Opinion: A nudie site boasting "the world's most perfect natural women" is using the courts to undermine the way search works.I've been simmering ever since I heard about the injunction granted to Perfect10 (a nudie site boasting "the world's most perfect natural women") against Google for displaying their thumbnails in Google's image search.
See, it seems that Perfect10 has decided to start selling thumbnail images on mobile phones and they've convinced a judge that Google's free display of those thumbnails on its site constitutes a copyright infringement.
All comments about the desperation of those who'd pay money to ogle at miniscule snaps of non-surgically-enhanced babes aside, the ruling strikes me as a dangerous blow to the fair use of information on the Internet.
Typically, publishers are allowed to claim "fair use" for small bits of information excerpted from other sources as long as they give attribution and meet certain other criteria established over years of copyright law.
Google argued that their usage of the thumbnails constituted "fair use" under the law, but Perfect10 saw otherwise, pointing out that the publications of such thumbnails would cut into their bottom line.
Information wants to be (almost) free. Click here to read more.
Their argument, ostensibly based on the interpretation of fair use laws that fair use can be limited if "use deprives the copyright owner of income or undermines a new or potential market for the copyrighted work".
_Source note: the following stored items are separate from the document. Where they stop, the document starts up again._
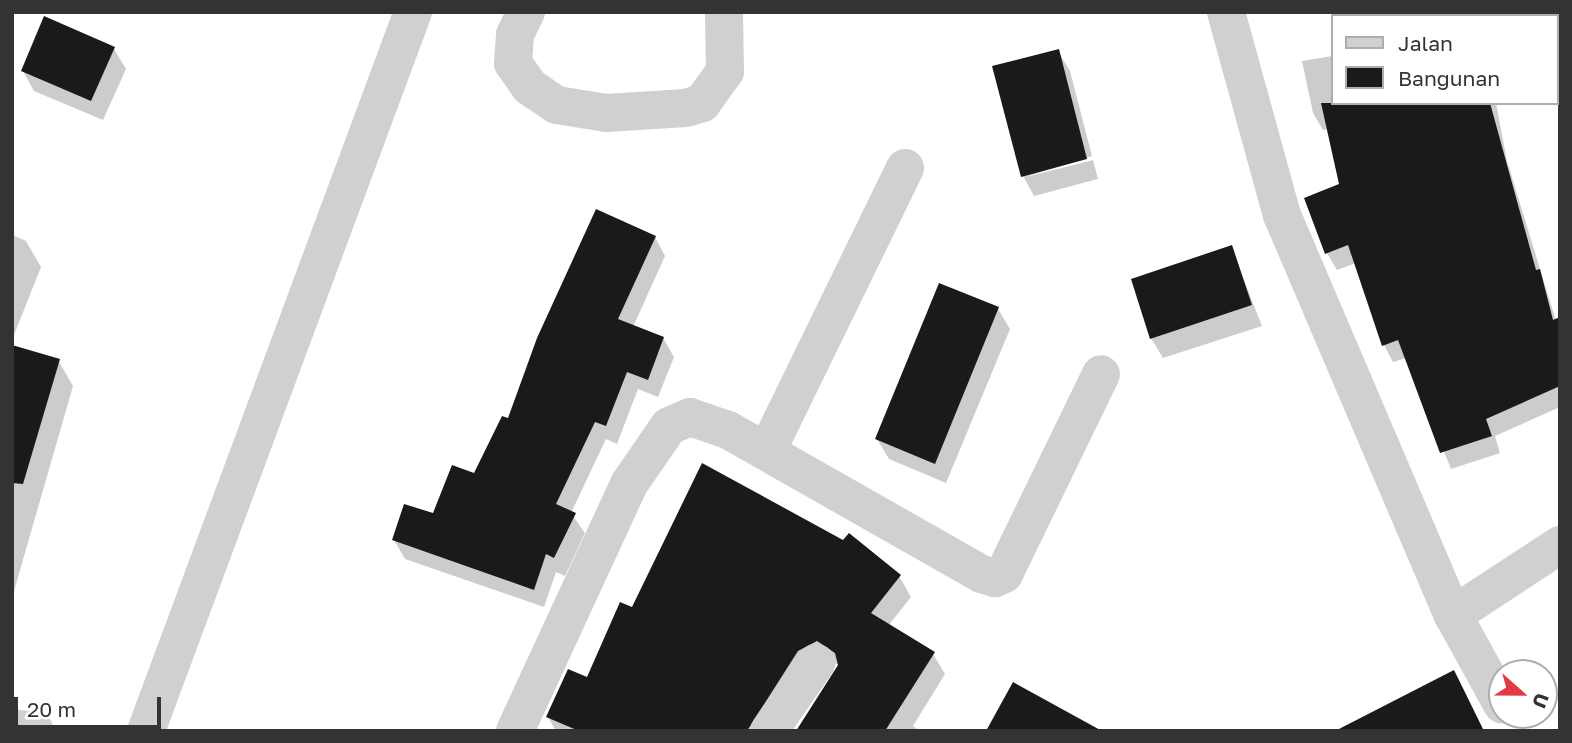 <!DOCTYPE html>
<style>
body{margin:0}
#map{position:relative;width:1572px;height:743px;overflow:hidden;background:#fff;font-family:"Golos Text",sans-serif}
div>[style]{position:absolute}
.shadow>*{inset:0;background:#0003}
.building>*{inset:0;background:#1a1a1a}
.minor>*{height:38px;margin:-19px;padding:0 19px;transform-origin:19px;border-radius:19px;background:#d0d0d0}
span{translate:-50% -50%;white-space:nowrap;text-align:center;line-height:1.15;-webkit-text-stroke:7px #fff;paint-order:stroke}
.frame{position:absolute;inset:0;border:14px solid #333;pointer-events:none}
.legend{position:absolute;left:1331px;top:14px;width:228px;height:91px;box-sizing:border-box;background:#fff;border:2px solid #adadad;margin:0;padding:9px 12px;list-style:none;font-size:21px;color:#333}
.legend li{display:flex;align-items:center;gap:14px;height:35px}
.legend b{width:35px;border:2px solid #adadad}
.north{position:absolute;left:1488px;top:659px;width:70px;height:70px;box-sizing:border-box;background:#fff;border:2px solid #adadad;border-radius:50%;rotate:111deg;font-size:19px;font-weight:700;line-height:28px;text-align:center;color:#333}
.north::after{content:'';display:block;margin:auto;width:24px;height:32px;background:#e63946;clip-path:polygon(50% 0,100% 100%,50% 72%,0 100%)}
.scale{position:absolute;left:14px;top:697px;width:147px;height:32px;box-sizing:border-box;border:4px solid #333;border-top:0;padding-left:9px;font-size:21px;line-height:24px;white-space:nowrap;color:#333;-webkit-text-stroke:5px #fff;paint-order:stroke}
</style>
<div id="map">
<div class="shadow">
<div style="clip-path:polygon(1389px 12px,1560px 12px,1560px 28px,1556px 16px)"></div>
<div style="clip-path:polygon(114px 49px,126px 69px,103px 120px,34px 91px,23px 71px)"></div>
<div style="clip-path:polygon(1058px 51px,1070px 71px,1092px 156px,1026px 177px,1093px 160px,1098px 179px,1034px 196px,1023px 176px)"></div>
<div style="clip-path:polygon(1332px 56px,1332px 103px,1496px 103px,1507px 161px,1556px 321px,1560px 320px,1560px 407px,1495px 436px,1500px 453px,1451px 469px,1406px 358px,1393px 362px,1384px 345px,1356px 263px,1337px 270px,1327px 253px,1306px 199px,1341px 185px,1329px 129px,1323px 130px,1313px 113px,1302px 61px)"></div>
<div style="clip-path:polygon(12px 235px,26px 241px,41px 267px,12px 340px)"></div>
<div style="clip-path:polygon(655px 237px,665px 256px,633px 327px,663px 338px,674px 357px,658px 397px,638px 389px,617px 444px,606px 439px,571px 513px,585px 533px,565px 576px,556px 572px,544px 607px,405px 559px,394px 540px,434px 516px,475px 476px,509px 421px)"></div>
<div style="clip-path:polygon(1231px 247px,1262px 326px,1163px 358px,1151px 338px)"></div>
<div style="clip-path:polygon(998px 309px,1010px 329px,946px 483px,889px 459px,877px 439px)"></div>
<div style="clip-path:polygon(12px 347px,58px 360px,73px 386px,12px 598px)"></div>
<div style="clip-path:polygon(899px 576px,911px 597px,888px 626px,933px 654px,945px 674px,913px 726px,920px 731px,798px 731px,839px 665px,830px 661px,768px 731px,556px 731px,548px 717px,588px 680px,633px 609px)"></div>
</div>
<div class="building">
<div style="clip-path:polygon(44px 16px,115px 47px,91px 101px,21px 71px)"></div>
<div style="clip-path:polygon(1059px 49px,1087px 159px,1021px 177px,992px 66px)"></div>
<div style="clip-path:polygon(1321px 103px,1490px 103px,1536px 270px,1540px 269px,1553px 320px,1560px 317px,1560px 386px,1486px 419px,1492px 436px,1440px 453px,1398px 340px,1382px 346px,1348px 245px,1325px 254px,1304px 198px,1339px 184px)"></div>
<div style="clip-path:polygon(596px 209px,656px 236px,618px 319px,664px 337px,648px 380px,627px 372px,606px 426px,595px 422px,556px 504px,576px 513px,554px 558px,546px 554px,534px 590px,392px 540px,404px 504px,433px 513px,452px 465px,474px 473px,502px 416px,508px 418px,537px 338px)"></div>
<div style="clip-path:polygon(1232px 245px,1252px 305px,1150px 339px,1131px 279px)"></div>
<div style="clip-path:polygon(939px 283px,999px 307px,935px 464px,875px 439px)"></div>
<div style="clip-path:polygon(12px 345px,60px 359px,23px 484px,12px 483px)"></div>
<div style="clip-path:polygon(702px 463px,843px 540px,849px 533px,901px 575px,871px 613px,935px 652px,885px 731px,796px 731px,838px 665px,835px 653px,817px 641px,798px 651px,747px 731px,579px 731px,546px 717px,568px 669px,587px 677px,620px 602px,632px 607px)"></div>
<div style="clip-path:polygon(1454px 670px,1484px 731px,1335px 731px)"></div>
<div style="clip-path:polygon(1013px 682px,1102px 731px,986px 731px)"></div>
</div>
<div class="minor">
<div style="left:526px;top:12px;width:25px;rotate:116deg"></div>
<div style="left:515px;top:35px;width:28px;rotate:94deg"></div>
<div style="left:513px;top:63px;width:29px;rotate:55deg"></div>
<div style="left:530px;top:87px;width:32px;rotate:34deg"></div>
<div style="left:557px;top:105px;width:50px;rotate:9.3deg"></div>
<div style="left:606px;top:113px;width:80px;rotate:-3.6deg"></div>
<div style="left:686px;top:108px;width:17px;rotate:-17deg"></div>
<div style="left:702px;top:103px;width:39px;rotate:-54deg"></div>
<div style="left:725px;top:71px;width:59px;rotate:-91deg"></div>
<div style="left:1226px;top:12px;width:211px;rotate:74.6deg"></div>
<div style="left:1282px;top:215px;width:435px;rotate:66.9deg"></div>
<div style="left:1453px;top:615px;width:102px;rotate:61.2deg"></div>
<div style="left:1556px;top:47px;width:14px;rotate:73deg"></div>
<div style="left:767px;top:451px;width:315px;rotate:-64deg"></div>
<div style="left:1453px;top:615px;width:128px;rotate:-33.2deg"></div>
<div style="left:12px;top:728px;width:23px;rotate:7deg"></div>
<div style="left:146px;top:731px;width:767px;rotate:-69.63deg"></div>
<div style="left:515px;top:731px;width:272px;rotate:-65.2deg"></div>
<div style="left:629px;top:484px;width:70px;rotate:-55.4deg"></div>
<div style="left:669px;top:426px;width:23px;rotate:-23deg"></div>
<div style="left:690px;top:417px;width:40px;rotate:18.9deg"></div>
<div style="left:728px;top:430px;width:291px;rotate:29.6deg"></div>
<div style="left:981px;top:574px;width:15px;rotate:16deg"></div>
<div style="left:995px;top:578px;width:10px;rotate:-24deg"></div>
<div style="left:1004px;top:574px;width:222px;rotate:-64.1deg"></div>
<div style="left:769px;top:731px;width:83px;rotate:-55.3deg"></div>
</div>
<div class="frame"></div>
<ul class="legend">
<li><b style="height:9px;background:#d0d0d0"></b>Jalan</li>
<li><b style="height:19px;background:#1a1a1a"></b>Bangunan</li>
</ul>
<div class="north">U</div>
<div class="scale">20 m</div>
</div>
Google lost on this account, but the judge did reject Perfect10's claim that Google's "deep linking" into their site through search results did not infringe on their copyright.
Now if you're not selling porn online (and I've come to understand that a few of you aren't), you may not think that this ruling effects you directly.
But if you think about it for a bit, you may come to realize (like I have) that this kind of ruling cuts to the very heart of how we think about information, how publishers generate traffic and how search engines (the way most of us find our way to Web sites) may even be allowed to operate in the future.
At the heart of the concept of fair use is whether or not the information taken and re-used constitutes the very essence of the work its taken from.
This means that it's not always the length of the borrowed information that counts but rather its importance to the work. Borrowing a line or two from a novel is fine, but borrowing a signature riff from a popular song isn't
as the hapless rapper Vanilla Ice found out when he unabashedly sampled Queen's "Under Pressure" for his
errr
classic song "Ice Ice Baby."
Of course, one could argue that the song was bad enough to constitute parody (allowable under fair use), but Mr. Ice wasn't humble enough to go that route back in 1990.
The sticky point in all of this is what constitutes enough information to take away something from the original work. A thumbnail might seem like poor representation of the original and therefore not comparable to the original.
Next Page: Are search engines stealing?
But what about text?
If you search for the definition of a word and the excerpt that comes up in a search engine (say from the link to Dictionary.com) contains enough information for you to figure out that definition, isn't that breaking "fair use?"
If you borrow a subroutine from some JavaScript code you happen to pull up while viewing the source (and don't act like you never did that!), are you engaging in fair use?
Based on the argument that Perfect10 is using, there's a big possibility that the brief description or excerpt that comes up in a search constitutes a copyright violation because it could contain enough information that someone wouldn't have to actually go to the actual site. If you get the definition of a word from the excerpt, aren't you "stealing" from Dictionary.com?
I suspect that most folks would argue "no" (or, at least I'd hope so). But if you were to take Perfect10's argument to its ultimate conclusion, all search engines would potentially be illegal because they displayed content in the search results.
Whoah. It seems to me a pretty fair bet that nobody out there wants that to happen. In fact most of us spend a large portion of our time to make sure our sites show up on search engines.
"Search marketing" is the fastest growing form of online advertising out there because showing up high in a search listing means more traffic. Heck, people actually pay SEO (search engine optimization) companies to make sure it happens!
What Perfect10 (and other companies which are sure to follow in its wake) don't seem to realize is that the very content they're objecting to being shown is probably what's getting people to their site in general.
Those thumbnails they're objecting to are actually advertising that a site like Google is providing them. They're not being ripped off, but actually being provided a service by Google. Rather than suing, they ought to be thanking them.
The bottom line is that this whole issue comes down to one that's been dogging us ever since the Web began: the issue of who controls the distribution of content in a worldwide network that relies on linking to and often extracting content from other sites.
Click here to read about the tall order of trying to contain digital content.
For the most part, content providers see the benefit of having others link to them or borrow small pieces of content (properly attributed, of course) to send more traffic their way.
Right now, the process that search engines use control only at a very macro level by use of nospider tags; but clearly these aren't good enough for the content wars that are starting to brew.
Perhaps the whole problem could be avoided at the code level by extending HTML to include "copyright" tags that would limit the content that could be scraped from the site by search engines or others.
Publishers could control what content they want to share and what content they want to hold on to and search engines (or other automated content gatherers) would know what they were allowed to take.
Everyone's happy and the lawyers go away. Now that's a perfect 10!